Saved entries:
▼▼▼

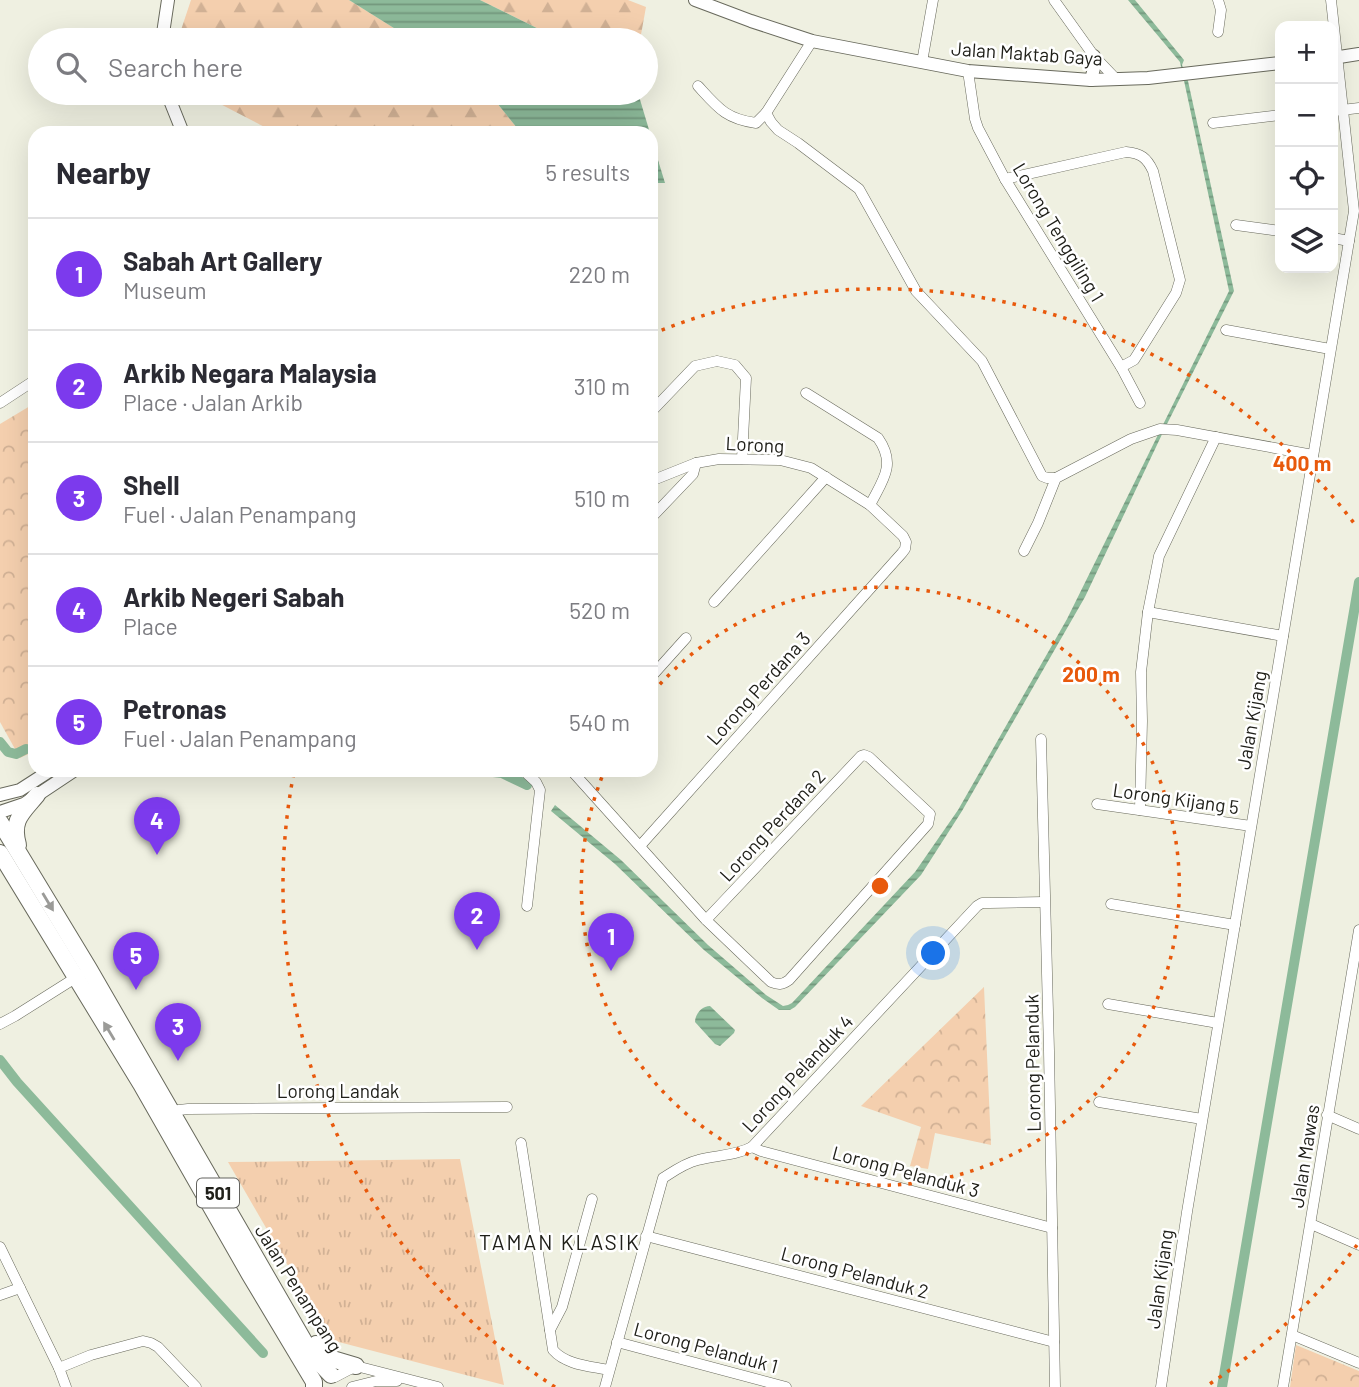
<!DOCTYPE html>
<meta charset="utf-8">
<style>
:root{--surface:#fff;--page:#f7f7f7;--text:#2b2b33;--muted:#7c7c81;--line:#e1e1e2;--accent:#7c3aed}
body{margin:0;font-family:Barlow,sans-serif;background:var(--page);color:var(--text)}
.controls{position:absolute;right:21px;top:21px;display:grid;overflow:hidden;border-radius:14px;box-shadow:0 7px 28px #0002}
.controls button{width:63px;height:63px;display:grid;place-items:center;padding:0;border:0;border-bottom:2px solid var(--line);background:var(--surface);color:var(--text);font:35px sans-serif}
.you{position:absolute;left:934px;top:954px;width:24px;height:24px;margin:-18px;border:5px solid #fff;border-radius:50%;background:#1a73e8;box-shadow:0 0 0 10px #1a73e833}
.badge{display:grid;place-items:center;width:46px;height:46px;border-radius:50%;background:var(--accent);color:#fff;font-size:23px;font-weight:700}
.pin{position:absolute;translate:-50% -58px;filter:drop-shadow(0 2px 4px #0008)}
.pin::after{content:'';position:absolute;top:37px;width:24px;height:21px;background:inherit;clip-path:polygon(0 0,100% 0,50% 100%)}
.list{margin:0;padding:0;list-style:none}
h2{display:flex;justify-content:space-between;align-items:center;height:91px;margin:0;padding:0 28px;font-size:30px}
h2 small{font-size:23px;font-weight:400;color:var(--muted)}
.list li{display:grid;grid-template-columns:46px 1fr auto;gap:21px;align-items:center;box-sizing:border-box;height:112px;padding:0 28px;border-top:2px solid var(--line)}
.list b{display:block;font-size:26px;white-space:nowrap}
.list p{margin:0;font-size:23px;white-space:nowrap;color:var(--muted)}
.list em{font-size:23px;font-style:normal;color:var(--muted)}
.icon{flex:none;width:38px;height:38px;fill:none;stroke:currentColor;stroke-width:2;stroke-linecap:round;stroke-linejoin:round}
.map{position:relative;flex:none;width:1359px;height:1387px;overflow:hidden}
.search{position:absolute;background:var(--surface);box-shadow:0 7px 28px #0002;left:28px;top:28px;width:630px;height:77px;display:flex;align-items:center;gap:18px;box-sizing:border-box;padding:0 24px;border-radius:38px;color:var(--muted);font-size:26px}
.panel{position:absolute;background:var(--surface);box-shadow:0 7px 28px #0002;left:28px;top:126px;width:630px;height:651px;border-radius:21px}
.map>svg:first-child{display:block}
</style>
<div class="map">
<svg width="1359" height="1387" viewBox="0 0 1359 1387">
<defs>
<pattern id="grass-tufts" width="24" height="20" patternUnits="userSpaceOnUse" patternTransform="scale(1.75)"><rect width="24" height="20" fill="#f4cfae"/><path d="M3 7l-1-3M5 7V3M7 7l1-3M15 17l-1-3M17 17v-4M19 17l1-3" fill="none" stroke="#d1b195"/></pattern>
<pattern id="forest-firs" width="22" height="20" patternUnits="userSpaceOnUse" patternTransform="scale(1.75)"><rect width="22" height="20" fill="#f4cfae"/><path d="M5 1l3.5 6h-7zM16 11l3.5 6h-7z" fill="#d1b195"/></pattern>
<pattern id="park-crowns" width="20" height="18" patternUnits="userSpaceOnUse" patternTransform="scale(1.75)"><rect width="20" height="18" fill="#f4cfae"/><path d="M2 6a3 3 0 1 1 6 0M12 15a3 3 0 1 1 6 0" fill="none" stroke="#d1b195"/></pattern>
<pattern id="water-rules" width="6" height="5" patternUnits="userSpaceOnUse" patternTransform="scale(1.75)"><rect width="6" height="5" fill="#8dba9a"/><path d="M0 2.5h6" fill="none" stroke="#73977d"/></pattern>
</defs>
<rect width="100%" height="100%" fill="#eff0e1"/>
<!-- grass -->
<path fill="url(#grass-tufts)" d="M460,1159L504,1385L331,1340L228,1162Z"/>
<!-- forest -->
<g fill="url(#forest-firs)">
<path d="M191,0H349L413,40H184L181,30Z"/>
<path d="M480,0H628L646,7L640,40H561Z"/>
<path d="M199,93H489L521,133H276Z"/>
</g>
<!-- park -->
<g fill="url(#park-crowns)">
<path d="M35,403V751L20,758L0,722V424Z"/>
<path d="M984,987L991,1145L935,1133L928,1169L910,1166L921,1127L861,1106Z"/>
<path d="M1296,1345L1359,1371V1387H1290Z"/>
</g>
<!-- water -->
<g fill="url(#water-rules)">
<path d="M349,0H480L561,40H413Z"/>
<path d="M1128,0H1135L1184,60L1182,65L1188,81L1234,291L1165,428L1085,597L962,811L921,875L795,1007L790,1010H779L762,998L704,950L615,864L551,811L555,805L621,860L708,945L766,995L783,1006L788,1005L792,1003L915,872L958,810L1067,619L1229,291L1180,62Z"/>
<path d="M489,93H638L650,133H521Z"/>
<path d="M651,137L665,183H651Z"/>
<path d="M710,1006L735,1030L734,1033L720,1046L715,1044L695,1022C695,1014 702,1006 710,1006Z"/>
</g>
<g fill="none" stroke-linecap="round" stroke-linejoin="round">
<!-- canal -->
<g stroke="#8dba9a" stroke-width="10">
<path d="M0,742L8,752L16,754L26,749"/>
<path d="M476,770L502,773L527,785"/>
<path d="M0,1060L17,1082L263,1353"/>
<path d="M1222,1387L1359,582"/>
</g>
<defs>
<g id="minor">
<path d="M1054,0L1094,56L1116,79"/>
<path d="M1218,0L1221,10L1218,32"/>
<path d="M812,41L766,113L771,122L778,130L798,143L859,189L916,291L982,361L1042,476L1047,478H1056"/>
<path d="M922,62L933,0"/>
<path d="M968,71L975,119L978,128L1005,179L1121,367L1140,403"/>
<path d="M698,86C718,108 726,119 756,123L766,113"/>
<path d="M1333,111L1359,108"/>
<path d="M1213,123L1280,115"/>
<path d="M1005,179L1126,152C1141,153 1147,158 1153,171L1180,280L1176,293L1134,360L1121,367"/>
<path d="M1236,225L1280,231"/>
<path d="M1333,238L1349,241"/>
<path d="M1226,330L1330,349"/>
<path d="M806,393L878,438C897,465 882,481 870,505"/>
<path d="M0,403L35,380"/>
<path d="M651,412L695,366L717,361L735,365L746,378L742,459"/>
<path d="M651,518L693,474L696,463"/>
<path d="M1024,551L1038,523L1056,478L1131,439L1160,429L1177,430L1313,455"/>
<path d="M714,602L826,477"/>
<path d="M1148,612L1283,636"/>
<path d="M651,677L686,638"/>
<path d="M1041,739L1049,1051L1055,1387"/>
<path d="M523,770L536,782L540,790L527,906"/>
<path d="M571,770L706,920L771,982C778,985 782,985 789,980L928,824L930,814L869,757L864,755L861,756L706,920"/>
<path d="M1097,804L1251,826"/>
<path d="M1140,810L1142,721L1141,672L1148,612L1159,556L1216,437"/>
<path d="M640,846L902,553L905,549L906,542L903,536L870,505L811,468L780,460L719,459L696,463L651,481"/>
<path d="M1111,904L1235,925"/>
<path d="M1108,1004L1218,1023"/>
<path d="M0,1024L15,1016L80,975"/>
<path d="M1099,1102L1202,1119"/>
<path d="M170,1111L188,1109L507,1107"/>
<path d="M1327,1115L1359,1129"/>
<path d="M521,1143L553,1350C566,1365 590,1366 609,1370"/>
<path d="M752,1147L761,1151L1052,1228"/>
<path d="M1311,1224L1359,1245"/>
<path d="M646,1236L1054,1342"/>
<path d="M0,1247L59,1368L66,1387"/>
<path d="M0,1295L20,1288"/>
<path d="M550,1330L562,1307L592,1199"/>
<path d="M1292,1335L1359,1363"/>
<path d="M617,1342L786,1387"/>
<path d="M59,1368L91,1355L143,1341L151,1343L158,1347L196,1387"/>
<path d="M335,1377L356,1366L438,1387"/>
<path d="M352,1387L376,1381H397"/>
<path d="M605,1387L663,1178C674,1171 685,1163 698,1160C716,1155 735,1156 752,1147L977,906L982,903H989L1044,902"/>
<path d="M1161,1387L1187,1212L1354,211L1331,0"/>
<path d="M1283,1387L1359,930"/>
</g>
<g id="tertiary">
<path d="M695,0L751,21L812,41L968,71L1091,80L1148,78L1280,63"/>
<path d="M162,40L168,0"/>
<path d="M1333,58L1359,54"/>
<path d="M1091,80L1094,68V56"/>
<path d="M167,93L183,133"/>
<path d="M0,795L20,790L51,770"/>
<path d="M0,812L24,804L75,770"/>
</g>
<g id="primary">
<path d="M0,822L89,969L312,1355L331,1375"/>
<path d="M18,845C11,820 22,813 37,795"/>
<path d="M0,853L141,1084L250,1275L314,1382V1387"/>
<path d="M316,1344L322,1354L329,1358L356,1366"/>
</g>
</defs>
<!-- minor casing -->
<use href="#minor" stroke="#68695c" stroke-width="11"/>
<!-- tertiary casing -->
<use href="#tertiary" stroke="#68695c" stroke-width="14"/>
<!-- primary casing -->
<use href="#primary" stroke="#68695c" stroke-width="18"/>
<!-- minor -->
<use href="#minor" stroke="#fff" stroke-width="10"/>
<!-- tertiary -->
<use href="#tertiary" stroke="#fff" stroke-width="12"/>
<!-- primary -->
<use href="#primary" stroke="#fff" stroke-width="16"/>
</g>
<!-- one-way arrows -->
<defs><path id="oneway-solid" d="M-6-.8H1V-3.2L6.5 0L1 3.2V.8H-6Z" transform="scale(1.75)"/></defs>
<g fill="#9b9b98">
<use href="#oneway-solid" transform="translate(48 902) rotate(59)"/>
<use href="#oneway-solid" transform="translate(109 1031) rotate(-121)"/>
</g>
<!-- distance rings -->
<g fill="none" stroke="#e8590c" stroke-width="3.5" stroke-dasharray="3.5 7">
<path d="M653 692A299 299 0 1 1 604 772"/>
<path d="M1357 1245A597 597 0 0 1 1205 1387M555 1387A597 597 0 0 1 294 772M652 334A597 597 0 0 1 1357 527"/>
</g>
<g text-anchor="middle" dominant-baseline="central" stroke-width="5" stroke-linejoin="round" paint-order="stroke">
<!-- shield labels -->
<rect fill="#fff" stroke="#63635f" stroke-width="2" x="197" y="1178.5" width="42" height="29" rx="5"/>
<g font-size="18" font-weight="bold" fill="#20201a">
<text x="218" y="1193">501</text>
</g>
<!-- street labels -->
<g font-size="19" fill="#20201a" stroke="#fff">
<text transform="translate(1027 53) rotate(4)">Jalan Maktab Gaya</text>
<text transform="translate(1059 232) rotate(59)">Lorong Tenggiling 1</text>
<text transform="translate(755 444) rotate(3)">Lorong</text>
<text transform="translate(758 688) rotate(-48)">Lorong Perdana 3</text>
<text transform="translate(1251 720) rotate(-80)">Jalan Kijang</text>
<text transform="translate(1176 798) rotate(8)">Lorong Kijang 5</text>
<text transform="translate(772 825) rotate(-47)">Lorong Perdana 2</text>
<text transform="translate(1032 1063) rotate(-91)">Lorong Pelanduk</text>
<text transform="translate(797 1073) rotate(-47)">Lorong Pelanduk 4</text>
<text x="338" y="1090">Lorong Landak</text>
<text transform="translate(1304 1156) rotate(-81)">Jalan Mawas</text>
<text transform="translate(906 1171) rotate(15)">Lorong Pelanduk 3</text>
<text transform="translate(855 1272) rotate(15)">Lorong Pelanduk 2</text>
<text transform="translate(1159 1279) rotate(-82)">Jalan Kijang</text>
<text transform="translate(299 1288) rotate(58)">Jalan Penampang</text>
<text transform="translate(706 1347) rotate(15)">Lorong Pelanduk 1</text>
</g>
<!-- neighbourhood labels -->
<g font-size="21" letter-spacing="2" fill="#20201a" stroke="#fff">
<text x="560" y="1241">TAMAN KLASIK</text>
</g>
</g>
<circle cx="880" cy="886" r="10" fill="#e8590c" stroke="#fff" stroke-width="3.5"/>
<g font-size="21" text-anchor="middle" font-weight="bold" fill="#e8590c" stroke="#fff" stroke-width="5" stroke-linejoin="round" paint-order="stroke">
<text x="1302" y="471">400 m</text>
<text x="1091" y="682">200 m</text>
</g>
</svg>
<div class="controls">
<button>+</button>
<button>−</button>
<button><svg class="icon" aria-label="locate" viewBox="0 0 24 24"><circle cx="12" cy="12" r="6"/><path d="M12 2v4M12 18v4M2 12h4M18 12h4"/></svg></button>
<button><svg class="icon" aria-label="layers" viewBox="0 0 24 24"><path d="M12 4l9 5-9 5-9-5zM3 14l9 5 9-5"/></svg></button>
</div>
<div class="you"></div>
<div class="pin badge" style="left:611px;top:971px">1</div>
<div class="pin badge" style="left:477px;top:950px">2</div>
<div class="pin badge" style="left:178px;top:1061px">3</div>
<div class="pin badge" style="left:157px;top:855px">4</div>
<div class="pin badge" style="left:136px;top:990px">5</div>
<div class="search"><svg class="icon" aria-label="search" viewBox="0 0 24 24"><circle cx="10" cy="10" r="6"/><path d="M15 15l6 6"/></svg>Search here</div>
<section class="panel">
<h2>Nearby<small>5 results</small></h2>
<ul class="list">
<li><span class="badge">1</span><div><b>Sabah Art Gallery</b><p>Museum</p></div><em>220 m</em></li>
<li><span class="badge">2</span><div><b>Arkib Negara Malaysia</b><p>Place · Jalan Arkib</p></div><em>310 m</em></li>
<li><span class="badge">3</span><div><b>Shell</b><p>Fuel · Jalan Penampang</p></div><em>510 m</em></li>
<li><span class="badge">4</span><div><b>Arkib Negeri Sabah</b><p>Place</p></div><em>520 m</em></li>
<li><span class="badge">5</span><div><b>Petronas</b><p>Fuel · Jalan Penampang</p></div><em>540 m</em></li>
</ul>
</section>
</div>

▲▲▲

Assignment: The expected result is every line above containing the string "nowrap".

Written reply:
.list b{display:block;font-size:26px;white-space:nowrap}
.list p{margin:0;font-size:23px;white-space:nowrap;color:var(--muted)}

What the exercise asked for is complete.